Unsupervised (ab initio) algorithms may be roughly divided into three categories: enumerative (including phylogenetic footprinting), iterative, and content-based:
  1. Enumerative, or word-counting, methods [52–60], build or assume a background model of base pair distribution in the DNA non-coding regions that do not contain TFBS, and look for any motifs in the given set of sequences (often upstream regions of co-expressed genes) that are statistically significant against this background. An important type of enumerative method is phylogenetic footprinting [61–65]. These methods are based on comparative genomic studies which show that conserved non-coding sequences are good candidates for transcription regulatory elements [36, 66, 67]. Phylogenetic footprinting methods are helpful in constructing regulatory databases: thus, the COmparative Regulatory Genomics (CORG) [68] database consists of putative regulatory elements, conserved between human and mouse, derived by comparison of upstream sequences of orthologous genes. However, not every functionally important TFBS is conserved even between closely related species [69–71] and not every conserved pattern may be functional [72].
  2. Iterative methods [73, 74] employ various methods based on [75, 76]. These methods perform in a similar way to enumerative tasks: they find the most statistically over-represented motifs against a background in a set of sequences in a probabilistic way. They are usually faster, though their speed of convergence depends on a first guess.
  3. Content approaches [77, 78] are based on the observation that functional binding sites are often found in clusters within regulatory regions and thus cause a biased word distribution within a given sequence.
We recommend a number of excellent reviews: [79] on statistical computational methods for transcriptional regulation in yeast and fly [80]; on supervised computational methods [81]; on frequency enumerative methods [82] and on ab initio methods.

Some more features which help to distinguish regulatory regions
Complexity of regulatory regions
Orlov and Potapov [83] found out that the complexity of regulatory regions, both promoters and enhancers, is in intermediate between that of coding and non-coding non-regulatory DNA.

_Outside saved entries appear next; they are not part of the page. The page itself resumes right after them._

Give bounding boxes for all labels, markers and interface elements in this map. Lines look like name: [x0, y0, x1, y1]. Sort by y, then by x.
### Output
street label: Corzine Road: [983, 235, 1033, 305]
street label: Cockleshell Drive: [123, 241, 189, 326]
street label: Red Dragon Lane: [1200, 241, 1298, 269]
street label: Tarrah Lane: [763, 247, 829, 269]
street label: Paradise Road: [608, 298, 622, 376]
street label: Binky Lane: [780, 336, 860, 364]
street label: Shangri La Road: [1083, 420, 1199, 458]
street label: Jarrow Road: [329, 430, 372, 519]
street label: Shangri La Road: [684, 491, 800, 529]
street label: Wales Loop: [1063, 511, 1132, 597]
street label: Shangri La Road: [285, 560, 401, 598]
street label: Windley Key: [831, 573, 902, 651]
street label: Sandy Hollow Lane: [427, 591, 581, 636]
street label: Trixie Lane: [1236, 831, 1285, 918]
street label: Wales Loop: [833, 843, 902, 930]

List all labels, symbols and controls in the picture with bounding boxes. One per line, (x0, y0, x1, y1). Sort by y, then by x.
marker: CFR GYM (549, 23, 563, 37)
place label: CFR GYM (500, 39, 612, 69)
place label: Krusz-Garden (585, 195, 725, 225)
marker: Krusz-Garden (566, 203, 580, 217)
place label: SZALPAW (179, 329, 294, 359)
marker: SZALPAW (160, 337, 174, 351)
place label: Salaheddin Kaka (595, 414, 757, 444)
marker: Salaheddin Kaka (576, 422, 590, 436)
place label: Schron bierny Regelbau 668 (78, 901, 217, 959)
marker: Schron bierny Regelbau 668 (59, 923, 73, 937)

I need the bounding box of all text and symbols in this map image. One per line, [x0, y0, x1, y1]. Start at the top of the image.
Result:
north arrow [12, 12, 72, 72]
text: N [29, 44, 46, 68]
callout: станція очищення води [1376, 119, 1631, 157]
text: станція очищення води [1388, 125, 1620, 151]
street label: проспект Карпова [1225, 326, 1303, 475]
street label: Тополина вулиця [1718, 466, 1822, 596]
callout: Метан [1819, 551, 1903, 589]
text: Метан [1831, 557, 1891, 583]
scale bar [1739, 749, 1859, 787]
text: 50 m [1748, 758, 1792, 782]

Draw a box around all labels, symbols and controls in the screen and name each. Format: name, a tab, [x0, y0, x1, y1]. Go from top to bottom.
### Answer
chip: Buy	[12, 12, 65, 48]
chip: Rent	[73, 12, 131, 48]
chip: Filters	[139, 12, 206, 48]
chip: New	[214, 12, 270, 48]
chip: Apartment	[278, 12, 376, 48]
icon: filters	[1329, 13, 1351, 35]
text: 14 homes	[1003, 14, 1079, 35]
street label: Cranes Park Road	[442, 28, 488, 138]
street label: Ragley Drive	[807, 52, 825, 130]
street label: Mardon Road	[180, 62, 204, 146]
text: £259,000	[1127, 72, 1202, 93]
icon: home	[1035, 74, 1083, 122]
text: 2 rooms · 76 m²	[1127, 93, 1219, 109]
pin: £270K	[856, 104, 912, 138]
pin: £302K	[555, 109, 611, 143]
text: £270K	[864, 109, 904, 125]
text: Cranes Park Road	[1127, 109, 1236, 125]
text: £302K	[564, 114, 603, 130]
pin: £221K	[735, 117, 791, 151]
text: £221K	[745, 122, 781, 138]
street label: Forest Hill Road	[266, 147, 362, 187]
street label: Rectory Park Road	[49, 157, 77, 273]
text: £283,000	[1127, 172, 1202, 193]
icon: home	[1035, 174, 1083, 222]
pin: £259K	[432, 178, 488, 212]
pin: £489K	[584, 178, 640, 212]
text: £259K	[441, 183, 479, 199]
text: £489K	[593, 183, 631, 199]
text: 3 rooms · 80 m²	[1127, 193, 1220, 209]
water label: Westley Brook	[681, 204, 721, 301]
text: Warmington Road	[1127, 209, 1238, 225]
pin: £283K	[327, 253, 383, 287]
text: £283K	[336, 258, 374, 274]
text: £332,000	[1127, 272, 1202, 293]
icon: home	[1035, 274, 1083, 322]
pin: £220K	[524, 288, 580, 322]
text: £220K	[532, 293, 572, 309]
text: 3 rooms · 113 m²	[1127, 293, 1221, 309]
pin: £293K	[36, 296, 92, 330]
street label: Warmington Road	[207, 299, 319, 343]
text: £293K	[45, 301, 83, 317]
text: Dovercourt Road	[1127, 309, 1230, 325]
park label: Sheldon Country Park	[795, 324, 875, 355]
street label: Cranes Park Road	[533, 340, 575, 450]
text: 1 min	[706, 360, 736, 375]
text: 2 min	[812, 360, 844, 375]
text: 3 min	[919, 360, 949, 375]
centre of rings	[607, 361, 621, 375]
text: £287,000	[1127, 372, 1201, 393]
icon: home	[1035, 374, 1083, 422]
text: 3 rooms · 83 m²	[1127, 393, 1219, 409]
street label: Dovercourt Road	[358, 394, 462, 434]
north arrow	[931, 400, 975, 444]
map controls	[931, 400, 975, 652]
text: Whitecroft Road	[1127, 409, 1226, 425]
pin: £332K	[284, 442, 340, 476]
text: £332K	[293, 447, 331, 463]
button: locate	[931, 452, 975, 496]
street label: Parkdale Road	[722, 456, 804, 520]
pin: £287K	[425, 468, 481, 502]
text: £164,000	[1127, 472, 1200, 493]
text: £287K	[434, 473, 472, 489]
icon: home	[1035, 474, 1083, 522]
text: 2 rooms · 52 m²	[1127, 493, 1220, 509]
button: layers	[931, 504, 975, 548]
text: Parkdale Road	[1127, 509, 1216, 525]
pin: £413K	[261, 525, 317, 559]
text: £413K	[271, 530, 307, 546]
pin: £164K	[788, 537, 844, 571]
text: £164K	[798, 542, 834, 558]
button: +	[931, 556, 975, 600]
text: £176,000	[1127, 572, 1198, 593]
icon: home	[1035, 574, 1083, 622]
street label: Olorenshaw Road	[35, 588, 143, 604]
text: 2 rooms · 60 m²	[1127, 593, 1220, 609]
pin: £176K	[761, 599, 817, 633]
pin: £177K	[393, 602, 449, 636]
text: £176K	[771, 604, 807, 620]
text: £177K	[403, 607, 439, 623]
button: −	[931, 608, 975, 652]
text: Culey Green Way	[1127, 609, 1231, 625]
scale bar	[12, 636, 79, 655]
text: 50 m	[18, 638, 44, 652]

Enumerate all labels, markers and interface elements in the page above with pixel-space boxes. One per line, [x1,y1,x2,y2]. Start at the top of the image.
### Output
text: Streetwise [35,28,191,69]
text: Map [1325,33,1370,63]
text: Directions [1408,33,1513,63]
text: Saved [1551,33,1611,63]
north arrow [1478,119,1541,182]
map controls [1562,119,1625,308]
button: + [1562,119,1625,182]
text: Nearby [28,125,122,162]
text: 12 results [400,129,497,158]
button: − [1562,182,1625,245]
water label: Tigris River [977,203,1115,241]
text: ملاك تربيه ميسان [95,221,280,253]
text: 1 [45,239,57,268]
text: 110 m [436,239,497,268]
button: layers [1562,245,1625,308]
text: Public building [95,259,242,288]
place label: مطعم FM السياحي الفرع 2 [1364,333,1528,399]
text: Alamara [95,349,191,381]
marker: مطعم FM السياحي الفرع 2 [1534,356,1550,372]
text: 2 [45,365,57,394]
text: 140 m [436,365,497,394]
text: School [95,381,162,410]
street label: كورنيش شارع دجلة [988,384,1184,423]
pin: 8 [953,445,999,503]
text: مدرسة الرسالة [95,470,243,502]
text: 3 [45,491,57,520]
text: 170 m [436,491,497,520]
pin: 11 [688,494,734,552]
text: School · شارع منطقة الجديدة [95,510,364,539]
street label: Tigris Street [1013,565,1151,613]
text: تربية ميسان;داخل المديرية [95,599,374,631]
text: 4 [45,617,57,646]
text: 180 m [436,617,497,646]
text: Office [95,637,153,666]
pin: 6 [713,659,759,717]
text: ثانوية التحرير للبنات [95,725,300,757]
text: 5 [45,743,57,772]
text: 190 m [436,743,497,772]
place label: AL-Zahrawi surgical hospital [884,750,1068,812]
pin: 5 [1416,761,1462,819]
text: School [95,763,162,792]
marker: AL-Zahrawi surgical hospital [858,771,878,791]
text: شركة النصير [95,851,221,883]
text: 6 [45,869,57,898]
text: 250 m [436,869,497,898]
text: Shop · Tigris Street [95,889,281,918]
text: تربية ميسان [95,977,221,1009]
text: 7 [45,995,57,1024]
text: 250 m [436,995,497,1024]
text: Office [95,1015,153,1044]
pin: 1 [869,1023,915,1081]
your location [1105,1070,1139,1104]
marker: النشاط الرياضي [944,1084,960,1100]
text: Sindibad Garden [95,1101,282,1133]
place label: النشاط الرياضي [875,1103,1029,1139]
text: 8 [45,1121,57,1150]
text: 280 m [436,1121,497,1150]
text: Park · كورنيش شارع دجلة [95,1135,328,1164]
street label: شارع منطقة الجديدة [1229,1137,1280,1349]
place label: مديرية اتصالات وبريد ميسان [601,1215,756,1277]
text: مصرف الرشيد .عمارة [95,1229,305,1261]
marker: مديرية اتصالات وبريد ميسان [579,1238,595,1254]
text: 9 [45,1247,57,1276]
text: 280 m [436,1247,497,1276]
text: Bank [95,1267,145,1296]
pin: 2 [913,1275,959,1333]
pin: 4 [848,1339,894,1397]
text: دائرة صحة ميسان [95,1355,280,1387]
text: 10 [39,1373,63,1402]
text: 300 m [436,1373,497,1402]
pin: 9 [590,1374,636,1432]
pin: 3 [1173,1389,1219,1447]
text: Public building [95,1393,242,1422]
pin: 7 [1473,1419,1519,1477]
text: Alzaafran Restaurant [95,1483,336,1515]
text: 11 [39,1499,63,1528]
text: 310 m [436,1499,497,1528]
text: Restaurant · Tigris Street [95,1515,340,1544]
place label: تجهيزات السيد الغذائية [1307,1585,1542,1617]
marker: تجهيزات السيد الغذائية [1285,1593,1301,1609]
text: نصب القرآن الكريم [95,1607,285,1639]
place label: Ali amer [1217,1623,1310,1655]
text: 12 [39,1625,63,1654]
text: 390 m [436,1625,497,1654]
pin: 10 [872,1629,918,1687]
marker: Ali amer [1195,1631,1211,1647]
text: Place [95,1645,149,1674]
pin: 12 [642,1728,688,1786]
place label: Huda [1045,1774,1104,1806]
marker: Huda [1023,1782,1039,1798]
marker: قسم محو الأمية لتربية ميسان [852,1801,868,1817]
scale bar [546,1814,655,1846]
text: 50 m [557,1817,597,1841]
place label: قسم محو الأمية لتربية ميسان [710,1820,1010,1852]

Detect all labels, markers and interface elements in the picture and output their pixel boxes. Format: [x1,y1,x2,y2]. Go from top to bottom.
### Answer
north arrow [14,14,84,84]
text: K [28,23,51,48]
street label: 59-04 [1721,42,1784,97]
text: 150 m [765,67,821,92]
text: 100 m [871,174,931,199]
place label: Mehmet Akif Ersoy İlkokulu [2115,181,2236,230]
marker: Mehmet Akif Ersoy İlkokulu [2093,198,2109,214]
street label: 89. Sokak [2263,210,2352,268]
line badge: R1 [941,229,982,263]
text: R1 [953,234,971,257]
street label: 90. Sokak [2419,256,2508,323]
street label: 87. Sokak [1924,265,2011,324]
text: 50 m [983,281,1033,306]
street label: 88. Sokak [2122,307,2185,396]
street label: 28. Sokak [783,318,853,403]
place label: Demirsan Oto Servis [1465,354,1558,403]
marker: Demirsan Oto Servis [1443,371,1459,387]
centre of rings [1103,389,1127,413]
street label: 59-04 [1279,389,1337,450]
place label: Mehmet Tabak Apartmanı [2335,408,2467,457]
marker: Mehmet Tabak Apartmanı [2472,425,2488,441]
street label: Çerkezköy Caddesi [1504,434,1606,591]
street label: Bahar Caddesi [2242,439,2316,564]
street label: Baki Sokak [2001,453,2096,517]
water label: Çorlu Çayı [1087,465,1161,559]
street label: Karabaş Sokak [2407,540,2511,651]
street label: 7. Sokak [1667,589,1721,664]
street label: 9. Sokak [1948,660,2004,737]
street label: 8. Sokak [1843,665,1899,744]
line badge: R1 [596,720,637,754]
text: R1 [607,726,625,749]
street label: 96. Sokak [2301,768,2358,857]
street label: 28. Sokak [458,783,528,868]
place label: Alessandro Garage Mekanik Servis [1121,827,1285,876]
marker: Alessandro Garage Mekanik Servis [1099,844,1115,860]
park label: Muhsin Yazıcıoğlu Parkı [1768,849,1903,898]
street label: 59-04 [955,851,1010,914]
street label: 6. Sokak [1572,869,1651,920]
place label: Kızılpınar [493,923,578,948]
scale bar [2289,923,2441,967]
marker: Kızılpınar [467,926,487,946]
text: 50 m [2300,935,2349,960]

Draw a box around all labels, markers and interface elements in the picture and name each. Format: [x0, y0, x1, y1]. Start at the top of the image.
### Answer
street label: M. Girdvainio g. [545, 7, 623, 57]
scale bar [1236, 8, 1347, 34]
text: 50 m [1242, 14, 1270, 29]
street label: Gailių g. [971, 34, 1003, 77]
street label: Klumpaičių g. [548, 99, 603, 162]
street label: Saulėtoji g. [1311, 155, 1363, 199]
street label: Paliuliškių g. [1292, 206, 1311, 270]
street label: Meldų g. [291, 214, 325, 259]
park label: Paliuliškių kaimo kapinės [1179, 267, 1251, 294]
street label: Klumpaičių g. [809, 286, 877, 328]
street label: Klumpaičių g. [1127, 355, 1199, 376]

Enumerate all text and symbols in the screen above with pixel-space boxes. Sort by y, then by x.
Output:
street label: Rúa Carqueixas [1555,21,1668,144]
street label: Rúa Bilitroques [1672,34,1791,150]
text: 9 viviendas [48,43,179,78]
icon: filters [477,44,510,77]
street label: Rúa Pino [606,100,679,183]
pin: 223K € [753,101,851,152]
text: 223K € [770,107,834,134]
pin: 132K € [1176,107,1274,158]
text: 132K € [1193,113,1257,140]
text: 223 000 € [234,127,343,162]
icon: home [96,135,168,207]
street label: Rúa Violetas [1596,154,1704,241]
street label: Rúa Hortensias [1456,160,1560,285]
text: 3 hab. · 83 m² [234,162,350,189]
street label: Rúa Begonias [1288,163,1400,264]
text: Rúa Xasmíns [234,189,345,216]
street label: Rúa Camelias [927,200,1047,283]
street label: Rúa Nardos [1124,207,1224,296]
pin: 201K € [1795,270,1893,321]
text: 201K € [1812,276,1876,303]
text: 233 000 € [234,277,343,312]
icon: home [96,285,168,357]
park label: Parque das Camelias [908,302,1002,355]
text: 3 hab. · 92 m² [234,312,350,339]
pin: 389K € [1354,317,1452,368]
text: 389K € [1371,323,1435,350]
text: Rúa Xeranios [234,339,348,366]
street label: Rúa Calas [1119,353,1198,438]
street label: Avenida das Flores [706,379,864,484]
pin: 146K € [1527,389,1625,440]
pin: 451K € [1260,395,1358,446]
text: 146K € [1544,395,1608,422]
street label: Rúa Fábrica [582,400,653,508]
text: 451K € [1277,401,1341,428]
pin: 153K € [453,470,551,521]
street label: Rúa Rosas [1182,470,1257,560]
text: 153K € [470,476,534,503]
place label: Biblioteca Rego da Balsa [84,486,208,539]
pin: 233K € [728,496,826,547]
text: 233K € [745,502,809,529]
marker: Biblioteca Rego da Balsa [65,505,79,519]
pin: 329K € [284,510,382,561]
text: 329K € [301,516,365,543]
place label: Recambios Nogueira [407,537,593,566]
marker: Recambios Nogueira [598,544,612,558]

Existence of homotypic clusters of TFBS
When analysing clustering of known TFBS in known CRMs Drosophila, Lifanov et al. [84] showed that each type of recognition motif forms significant cluster within regulatory region.

Clustering of motifs in aligned regulatory region
It may be useful to study the average statistical properties of regulatory regions, analysing a whole large set of them. In [85], the authors aligned a set of 13010 human promoters relative to TSS. As the result, the authors computationally identified eight DNA sequences in 5082 promoters that are important for regulating gene expression. It may help to find new regulatory regions then.

Combination of additional experimental information with statistics of DNA sequence
However, with a purely computational approach, uncertainty remains as to whether a predicted CRM actually possesses the expected function. In [21, 25], the authors experimentally evaluated the candidate CRMs obtained from their respective genome-wide searches. These two groups used related but distinct computational strategies for the prediction of co-expressed genes and their associated CRMs in the Drosophila melanogaster genome. Whereas Johansson et al. [21] used clustering of a single class of TF, Berman et al. [25] employed five different TFs with known concerted functions during Drosophila embryogenesis.

It is helpful to incorporate into regulatory region search algorithms the expression data as derived from genome wide expression profiling or high throughput in situ hybridization screen of cDNA collections. This approach can help filtering the most likely co-regulated genes or group of biologically related TFBS. Aerts et al. [86] searches for CRM by optimal combination of TFBS in a set of co-expressed genes.

Combination with data from evolutionary conservation [35, 87] applied a statistical methodology to find modules within human–mouse conserved promoter segments, focusing on cell cycle regulated genes and stress response genes. They also tested whether these genes are co-expressed.

Another important information could be obtained from chromatin immunoprecipitation (CHIP) studies, which helps to the assignment of genes into common regulatory network [88, 89].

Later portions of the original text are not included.